TASK OBJECTIVE — Since the pictures are not wanted, reproduce only the rest of the records, exactly as given.

PROVIDED INFORMATION —

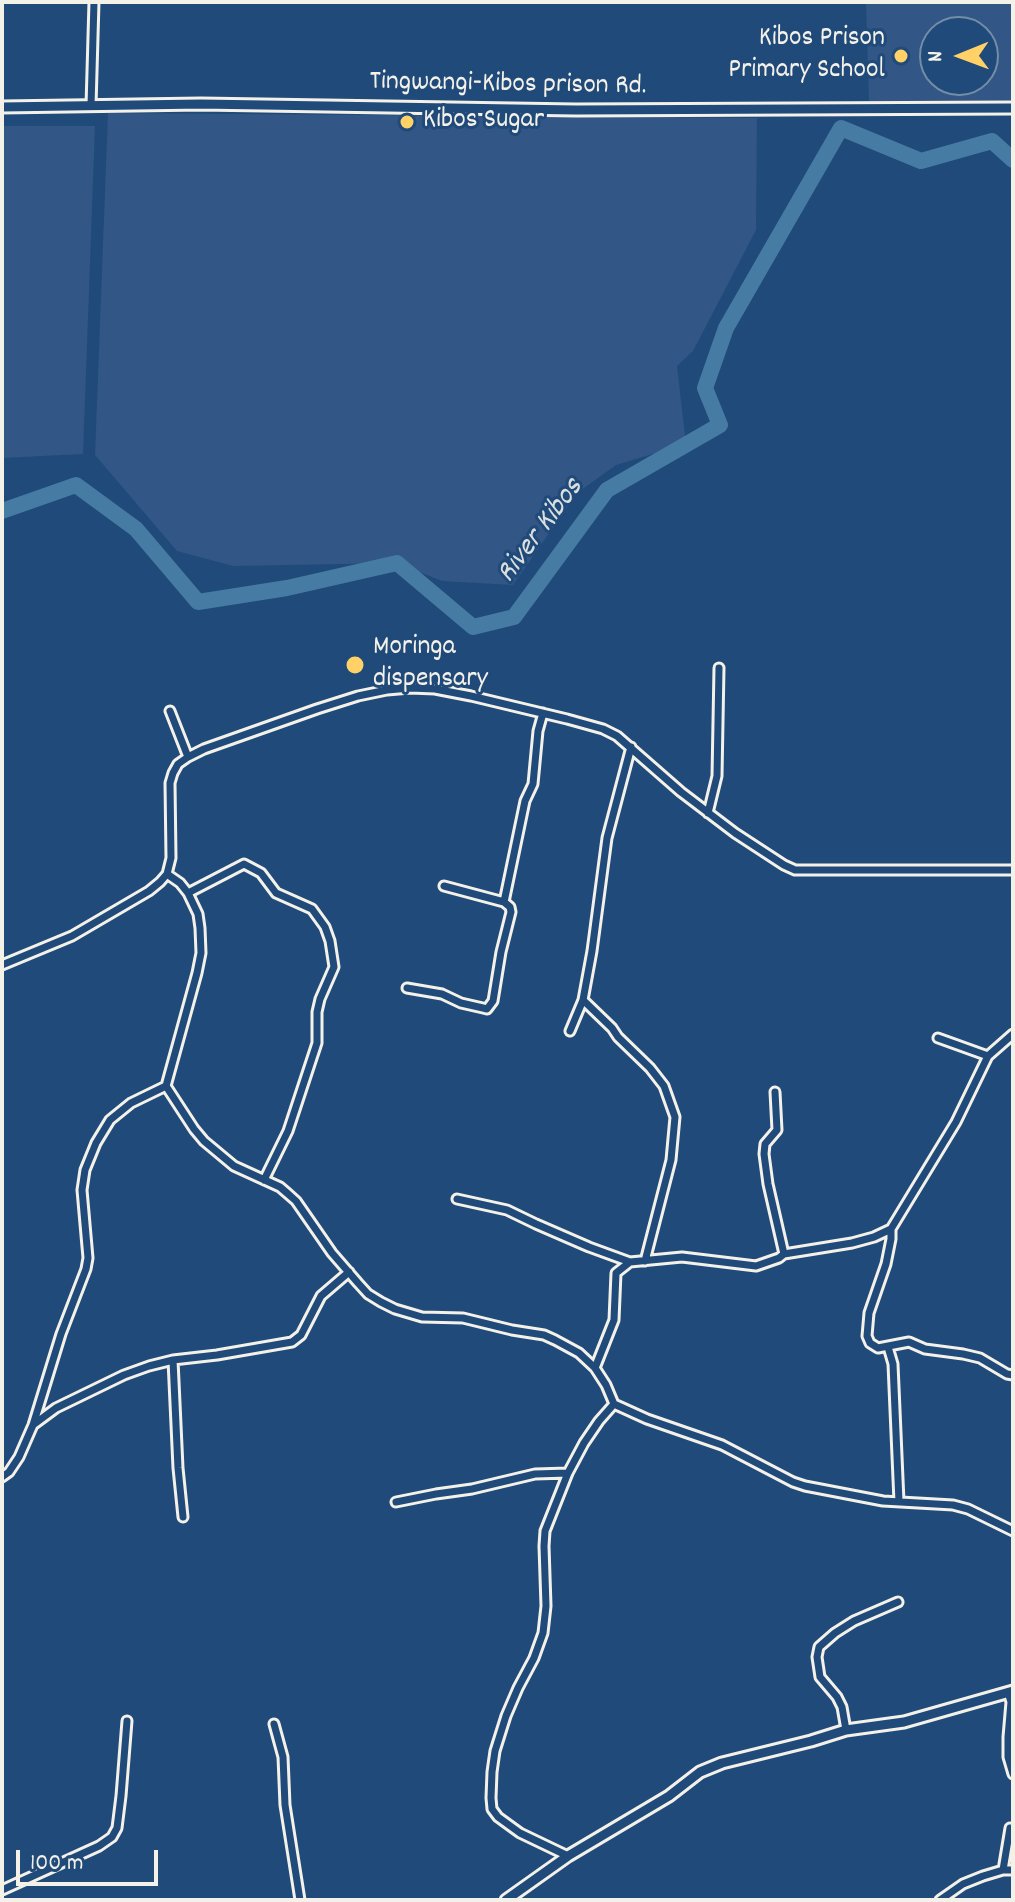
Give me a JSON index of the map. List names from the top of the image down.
{
  "streets": {
    "street": ["Tingwangi-Kibos prison Rd."]
  },
  "water": ["River Kibos"],
  "places": ["Kibos Prison Primary School", "Kibos Sugar", "Moringa dispensary"],
  "scale_bar": "100 m",
  "north": "left"
}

RESPONSE BELOW —
Give me a JSON index of the map. List names from the top of the image down.
{
  "streets": {
    "street": ["Tingwangi-Kibos prison Rd."]
  },
  "water": ["River Kibos"],
  "places": ["Kibos Prison Primary School", "Kibos Sugar", "Moringa dispensary"],
  "scale_bar": "100 m",
  "north": "left"
}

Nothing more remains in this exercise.